Data extracted from a collection
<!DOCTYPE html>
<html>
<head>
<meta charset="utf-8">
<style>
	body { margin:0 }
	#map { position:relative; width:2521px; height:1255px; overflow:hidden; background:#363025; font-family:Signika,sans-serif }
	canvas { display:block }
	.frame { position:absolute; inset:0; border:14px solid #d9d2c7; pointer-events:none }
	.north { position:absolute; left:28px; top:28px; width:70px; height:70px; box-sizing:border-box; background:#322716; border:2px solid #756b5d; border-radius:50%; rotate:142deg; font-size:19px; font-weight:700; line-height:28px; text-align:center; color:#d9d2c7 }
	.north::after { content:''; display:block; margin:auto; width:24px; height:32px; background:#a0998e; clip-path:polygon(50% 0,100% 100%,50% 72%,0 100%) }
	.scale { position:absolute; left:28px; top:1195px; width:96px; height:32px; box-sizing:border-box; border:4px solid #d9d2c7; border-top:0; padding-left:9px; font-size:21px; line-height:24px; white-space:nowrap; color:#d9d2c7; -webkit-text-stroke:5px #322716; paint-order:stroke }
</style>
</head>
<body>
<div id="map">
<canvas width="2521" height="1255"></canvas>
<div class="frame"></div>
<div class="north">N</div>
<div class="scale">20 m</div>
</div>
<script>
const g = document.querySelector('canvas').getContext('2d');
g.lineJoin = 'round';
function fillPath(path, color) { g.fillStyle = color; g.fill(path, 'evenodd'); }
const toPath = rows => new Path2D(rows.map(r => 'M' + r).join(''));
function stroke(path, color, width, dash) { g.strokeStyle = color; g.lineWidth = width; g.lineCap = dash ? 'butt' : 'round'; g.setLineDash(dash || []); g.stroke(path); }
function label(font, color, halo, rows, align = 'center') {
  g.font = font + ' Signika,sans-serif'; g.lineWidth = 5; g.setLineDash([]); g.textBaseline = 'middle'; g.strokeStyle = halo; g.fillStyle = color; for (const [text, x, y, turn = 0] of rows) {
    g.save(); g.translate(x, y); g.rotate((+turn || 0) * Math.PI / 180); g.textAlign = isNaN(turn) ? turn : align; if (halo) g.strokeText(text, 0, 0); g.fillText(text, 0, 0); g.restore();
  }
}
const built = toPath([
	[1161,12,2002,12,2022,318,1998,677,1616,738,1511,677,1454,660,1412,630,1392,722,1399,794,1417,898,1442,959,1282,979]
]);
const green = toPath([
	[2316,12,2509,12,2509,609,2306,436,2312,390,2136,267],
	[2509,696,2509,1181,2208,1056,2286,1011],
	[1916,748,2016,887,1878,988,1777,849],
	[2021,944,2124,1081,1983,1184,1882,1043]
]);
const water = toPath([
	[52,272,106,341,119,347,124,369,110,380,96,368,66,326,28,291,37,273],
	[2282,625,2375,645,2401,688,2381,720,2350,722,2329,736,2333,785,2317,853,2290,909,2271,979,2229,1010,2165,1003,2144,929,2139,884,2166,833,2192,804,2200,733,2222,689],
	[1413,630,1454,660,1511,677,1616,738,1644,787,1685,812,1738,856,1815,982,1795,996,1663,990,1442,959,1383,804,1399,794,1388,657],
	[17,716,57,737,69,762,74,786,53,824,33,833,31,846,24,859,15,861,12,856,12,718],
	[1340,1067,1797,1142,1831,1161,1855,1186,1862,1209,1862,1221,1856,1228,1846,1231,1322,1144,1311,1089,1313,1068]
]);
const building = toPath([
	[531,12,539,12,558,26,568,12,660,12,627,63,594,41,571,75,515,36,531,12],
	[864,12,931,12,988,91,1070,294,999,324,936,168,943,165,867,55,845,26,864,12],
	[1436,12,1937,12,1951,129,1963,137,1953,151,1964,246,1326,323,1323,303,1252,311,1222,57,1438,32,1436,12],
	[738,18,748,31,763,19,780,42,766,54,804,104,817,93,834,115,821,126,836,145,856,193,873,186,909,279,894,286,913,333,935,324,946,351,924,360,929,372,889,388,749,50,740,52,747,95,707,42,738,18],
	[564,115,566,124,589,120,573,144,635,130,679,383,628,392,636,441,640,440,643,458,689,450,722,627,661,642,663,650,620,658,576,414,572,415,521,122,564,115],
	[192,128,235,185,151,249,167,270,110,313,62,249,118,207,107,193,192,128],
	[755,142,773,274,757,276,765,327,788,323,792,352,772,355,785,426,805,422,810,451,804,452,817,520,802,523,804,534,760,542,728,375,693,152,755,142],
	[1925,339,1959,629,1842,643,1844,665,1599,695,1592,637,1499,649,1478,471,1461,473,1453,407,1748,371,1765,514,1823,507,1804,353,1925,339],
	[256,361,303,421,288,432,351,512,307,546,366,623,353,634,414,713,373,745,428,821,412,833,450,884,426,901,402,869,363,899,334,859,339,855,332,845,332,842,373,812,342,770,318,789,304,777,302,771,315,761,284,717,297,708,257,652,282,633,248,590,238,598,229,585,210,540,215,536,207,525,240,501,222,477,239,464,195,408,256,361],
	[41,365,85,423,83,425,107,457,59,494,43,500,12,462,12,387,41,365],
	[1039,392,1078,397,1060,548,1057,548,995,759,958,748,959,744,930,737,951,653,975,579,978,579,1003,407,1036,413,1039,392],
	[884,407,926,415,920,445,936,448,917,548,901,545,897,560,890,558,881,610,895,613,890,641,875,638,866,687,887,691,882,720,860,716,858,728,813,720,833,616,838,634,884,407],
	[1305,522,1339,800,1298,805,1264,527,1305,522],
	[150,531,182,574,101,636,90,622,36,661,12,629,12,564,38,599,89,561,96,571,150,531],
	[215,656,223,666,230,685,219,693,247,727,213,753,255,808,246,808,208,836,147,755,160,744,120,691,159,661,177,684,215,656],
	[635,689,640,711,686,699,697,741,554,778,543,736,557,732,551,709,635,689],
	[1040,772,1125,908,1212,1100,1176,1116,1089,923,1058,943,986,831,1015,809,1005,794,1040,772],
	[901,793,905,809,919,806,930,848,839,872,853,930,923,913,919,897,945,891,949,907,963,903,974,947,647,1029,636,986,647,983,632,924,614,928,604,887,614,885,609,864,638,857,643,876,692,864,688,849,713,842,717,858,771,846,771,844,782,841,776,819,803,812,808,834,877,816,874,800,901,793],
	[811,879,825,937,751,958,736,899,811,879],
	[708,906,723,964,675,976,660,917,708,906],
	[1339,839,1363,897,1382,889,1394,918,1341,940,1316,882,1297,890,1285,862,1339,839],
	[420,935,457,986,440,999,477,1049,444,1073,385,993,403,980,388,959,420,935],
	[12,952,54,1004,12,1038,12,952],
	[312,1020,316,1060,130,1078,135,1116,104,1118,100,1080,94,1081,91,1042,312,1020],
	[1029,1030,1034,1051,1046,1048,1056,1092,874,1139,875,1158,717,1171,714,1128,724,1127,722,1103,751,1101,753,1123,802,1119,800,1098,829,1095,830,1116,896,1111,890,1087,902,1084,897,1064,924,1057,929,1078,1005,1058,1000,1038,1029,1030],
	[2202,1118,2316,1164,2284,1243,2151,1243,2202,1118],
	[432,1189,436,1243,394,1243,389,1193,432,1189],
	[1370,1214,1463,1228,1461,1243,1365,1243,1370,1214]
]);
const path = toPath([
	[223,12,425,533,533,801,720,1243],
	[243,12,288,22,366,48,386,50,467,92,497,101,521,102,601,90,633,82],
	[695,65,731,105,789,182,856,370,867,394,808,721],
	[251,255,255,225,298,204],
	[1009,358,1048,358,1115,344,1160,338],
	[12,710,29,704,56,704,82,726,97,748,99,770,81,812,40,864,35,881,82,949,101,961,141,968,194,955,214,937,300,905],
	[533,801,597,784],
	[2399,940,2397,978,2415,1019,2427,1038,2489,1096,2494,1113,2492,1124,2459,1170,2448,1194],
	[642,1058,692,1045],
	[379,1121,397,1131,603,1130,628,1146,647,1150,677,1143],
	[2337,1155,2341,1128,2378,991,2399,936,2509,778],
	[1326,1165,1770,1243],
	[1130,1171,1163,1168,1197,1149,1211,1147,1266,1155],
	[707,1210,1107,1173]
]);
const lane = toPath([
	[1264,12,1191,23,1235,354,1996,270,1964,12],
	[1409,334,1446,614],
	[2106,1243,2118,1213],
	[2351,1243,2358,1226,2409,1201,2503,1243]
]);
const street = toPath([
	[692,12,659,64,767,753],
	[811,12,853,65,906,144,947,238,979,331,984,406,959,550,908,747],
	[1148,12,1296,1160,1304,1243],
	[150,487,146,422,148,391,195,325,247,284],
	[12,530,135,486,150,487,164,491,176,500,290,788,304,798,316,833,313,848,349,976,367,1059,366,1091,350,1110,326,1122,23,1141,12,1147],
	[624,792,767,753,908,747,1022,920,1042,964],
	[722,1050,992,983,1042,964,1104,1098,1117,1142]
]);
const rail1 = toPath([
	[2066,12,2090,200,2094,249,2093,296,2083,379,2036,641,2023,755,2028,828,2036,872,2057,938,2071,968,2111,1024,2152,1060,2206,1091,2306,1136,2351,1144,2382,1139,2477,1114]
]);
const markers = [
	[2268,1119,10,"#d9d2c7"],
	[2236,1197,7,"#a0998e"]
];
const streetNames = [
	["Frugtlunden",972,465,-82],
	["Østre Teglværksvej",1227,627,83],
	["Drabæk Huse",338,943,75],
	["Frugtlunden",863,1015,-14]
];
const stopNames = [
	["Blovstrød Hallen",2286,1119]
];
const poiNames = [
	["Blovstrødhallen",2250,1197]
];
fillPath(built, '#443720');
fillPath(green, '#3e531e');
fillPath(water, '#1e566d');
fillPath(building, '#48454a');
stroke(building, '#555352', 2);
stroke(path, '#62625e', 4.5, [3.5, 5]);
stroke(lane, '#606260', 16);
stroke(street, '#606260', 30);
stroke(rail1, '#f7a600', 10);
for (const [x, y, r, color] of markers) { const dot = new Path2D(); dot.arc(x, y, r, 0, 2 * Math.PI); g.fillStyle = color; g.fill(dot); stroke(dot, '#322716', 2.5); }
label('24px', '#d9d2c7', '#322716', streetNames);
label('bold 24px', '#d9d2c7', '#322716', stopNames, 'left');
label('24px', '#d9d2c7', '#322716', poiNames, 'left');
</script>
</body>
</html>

* * *

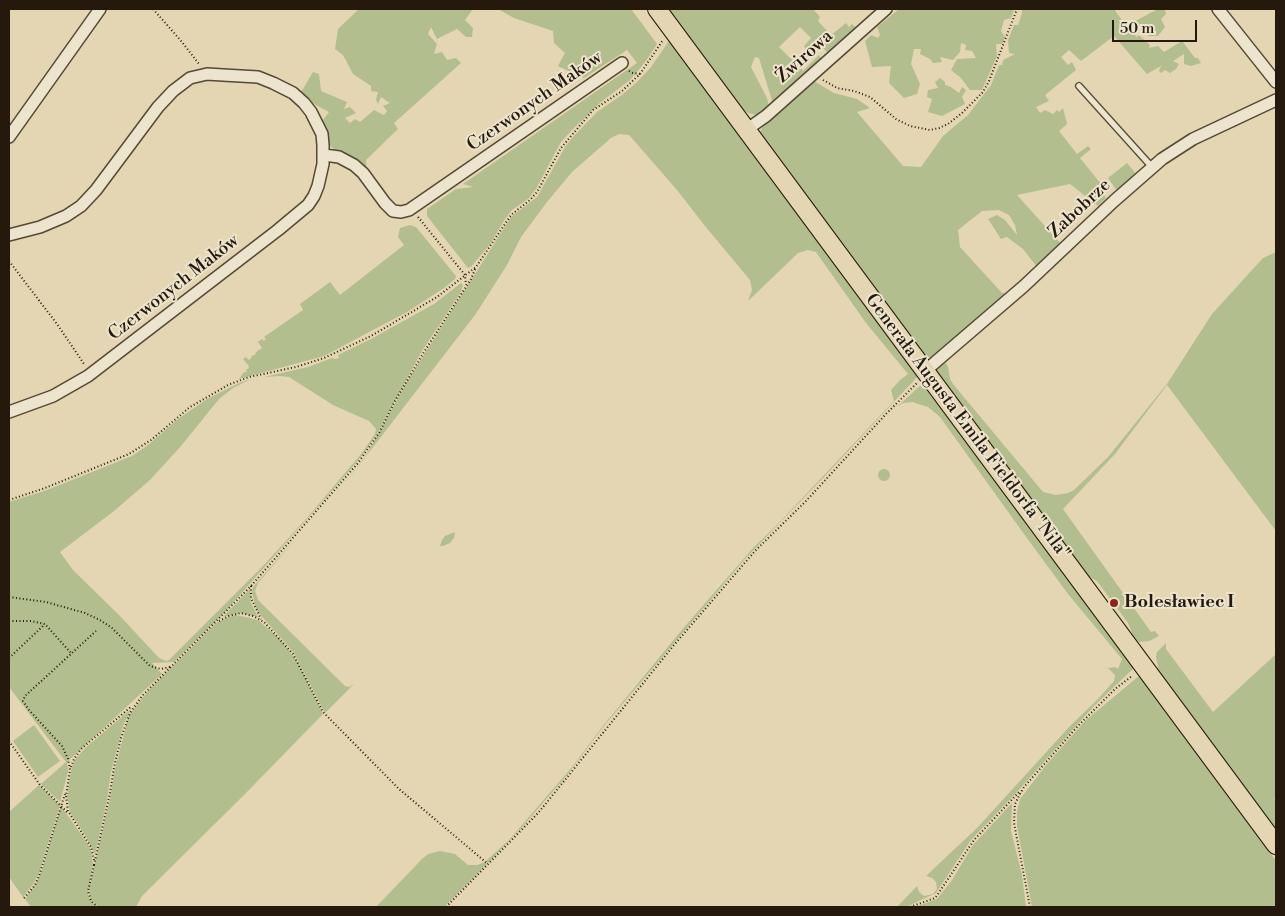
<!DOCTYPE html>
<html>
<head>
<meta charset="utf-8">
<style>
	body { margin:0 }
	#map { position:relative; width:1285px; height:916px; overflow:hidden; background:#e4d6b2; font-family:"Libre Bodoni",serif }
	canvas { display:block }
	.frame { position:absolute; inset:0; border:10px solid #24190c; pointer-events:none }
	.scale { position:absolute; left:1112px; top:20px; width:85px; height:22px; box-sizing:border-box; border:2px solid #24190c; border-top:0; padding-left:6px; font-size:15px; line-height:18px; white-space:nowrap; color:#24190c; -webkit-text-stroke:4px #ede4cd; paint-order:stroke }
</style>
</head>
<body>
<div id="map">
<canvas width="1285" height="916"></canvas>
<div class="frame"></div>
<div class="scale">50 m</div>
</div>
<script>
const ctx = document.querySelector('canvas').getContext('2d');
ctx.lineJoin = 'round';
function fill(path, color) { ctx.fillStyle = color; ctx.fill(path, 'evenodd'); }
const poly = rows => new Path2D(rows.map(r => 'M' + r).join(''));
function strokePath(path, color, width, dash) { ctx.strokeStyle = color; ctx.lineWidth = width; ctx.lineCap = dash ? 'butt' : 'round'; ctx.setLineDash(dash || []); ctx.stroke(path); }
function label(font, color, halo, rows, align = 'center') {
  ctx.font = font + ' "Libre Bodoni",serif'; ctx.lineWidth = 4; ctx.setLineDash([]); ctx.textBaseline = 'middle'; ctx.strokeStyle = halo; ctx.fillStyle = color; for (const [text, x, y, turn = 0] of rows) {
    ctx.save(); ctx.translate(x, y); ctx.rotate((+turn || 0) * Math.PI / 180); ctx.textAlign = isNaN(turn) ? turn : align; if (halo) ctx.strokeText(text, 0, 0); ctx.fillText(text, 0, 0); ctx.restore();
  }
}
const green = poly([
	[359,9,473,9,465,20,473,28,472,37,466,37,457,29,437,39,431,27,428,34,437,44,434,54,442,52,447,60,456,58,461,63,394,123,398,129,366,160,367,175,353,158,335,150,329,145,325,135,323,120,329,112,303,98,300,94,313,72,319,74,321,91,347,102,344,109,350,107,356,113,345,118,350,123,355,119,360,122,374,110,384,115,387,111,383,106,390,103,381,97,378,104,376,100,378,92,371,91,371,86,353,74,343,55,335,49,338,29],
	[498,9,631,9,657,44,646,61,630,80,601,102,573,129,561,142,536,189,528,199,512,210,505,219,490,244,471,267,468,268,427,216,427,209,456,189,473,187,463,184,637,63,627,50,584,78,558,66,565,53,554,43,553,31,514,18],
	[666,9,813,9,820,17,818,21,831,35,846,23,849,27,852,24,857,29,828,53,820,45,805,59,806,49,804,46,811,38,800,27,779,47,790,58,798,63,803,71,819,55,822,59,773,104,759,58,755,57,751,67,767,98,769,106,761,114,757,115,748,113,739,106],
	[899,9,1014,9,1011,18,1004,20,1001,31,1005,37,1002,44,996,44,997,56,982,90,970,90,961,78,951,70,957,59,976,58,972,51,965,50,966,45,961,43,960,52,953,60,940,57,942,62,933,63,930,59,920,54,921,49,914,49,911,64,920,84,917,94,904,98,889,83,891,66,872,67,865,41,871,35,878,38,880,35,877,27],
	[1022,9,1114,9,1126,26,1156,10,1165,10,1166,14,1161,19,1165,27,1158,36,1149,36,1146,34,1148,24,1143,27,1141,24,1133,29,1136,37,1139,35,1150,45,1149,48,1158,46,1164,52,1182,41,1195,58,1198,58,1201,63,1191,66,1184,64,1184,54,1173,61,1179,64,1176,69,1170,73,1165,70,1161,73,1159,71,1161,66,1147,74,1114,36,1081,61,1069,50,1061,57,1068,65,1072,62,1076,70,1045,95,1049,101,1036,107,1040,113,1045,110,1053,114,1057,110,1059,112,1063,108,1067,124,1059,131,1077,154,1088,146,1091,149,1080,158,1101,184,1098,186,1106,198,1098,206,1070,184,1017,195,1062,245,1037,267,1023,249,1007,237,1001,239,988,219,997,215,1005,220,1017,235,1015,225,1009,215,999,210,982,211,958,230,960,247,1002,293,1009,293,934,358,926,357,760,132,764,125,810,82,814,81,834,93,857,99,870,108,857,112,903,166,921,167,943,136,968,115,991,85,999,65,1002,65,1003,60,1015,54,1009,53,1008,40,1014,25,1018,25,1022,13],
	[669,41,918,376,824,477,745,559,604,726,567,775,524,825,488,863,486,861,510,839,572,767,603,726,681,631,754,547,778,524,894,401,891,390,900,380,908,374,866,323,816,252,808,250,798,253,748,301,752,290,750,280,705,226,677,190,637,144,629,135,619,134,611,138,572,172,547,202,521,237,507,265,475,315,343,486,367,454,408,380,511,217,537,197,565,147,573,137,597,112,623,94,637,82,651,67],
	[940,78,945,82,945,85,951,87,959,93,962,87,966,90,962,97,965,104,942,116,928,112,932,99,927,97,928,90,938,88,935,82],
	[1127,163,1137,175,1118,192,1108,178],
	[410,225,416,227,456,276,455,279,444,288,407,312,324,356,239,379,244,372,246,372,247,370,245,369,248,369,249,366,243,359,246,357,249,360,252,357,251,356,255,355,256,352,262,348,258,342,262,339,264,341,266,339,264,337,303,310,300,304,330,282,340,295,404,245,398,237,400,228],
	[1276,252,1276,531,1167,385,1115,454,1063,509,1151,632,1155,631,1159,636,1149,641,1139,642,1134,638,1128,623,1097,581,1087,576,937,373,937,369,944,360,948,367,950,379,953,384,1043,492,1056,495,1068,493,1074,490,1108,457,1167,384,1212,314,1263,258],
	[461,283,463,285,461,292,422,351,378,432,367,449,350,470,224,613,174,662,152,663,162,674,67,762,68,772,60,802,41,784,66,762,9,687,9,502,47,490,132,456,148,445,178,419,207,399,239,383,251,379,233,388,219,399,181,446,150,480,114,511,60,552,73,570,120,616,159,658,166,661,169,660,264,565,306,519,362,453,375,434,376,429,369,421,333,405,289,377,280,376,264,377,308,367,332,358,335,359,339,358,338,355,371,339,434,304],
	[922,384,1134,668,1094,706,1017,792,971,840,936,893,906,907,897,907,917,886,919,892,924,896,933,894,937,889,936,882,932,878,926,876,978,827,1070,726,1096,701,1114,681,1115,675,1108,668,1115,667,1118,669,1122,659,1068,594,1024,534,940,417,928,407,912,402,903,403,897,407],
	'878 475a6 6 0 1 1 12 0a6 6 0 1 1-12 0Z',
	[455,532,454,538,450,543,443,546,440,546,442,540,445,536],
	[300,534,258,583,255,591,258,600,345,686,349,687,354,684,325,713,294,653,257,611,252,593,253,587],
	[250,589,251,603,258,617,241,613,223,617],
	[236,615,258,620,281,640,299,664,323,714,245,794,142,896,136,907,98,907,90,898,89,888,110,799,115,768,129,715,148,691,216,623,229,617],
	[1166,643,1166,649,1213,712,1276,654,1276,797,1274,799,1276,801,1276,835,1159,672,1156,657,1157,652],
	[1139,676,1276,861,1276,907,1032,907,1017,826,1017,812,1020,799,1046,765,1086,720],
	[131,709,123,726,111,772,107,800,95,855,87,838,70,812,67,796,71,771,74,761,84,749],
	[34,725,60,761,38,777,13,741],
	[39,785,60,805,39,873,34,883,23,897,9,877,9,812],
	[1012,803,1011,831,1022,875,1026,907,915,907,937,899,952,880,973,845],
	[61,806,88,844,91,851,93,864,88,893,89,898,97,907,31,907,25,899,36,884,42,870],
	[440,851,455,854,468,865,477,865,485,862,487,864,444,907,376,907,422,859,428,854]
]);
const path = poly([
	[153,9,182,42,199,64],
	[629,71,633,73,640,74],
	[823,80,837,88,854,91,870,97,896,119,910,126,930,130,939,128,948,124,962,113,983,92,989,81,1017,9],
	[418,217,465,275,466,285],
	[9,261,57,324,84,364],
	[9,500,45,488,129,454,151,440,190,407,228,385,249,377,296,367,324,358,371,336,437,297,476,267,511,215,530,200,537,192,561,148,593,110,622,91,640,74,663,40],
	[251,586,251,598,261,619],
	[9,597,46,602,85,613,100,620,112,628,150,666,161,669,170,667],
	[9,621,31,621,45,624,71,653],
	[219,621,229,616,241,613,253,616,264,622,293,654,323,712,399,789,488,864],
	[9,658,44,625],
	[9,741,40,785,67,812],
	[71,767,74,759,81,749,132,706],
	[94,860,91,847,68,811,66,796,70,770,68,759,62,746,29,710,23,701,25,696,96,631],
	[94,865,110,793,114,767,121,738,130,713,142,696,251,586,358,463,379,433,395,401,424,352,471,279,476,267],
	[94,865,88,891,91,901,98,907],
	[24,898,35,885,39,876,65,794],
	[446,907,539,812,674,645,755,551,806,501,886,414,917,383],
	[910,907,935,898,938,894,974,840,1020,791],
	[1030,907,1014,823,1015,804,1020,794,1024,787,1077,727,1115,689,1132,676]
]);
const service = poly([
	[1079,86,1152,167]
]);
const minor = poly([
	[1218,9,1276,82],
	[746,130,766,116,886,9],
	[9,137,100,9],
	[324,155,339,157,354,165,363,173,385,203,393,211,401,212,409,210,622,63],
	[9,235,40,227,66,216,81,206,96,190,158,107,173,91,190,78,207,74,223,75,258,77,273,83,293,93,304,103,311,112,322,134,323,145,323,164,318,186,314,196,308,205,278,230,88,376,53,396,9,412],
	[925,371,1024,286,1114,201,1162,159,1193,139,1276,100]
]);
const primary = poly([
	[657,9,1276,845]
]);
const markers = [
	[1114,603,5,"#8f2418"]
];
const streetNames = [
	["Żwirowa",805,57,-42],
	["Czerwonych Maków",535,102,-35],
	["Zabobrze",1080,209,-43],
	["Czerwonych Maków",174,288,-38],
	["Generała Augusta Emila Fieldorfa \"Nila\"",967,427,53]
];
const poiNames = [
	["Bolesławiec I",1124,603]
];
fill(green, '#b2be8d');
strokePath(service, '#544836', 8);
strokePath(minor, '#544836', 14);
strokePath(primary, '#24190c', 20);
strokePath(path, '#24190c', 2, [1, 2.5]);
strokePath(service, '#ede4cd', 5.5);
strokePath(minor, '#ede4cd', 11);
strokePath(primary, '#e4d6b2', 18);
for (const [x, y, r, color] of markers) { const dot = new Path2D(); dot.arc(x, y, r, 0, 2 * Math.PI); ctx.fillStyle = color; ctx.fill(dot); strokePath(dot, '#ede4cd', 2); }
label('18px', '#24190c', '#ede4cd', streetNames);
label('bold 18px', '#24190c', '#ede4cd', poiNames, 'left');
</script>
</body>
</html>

**What you are asked to do**. For the records above, count the lines that contain the word "lineJoin" and give only that number.

**Written solution**. 2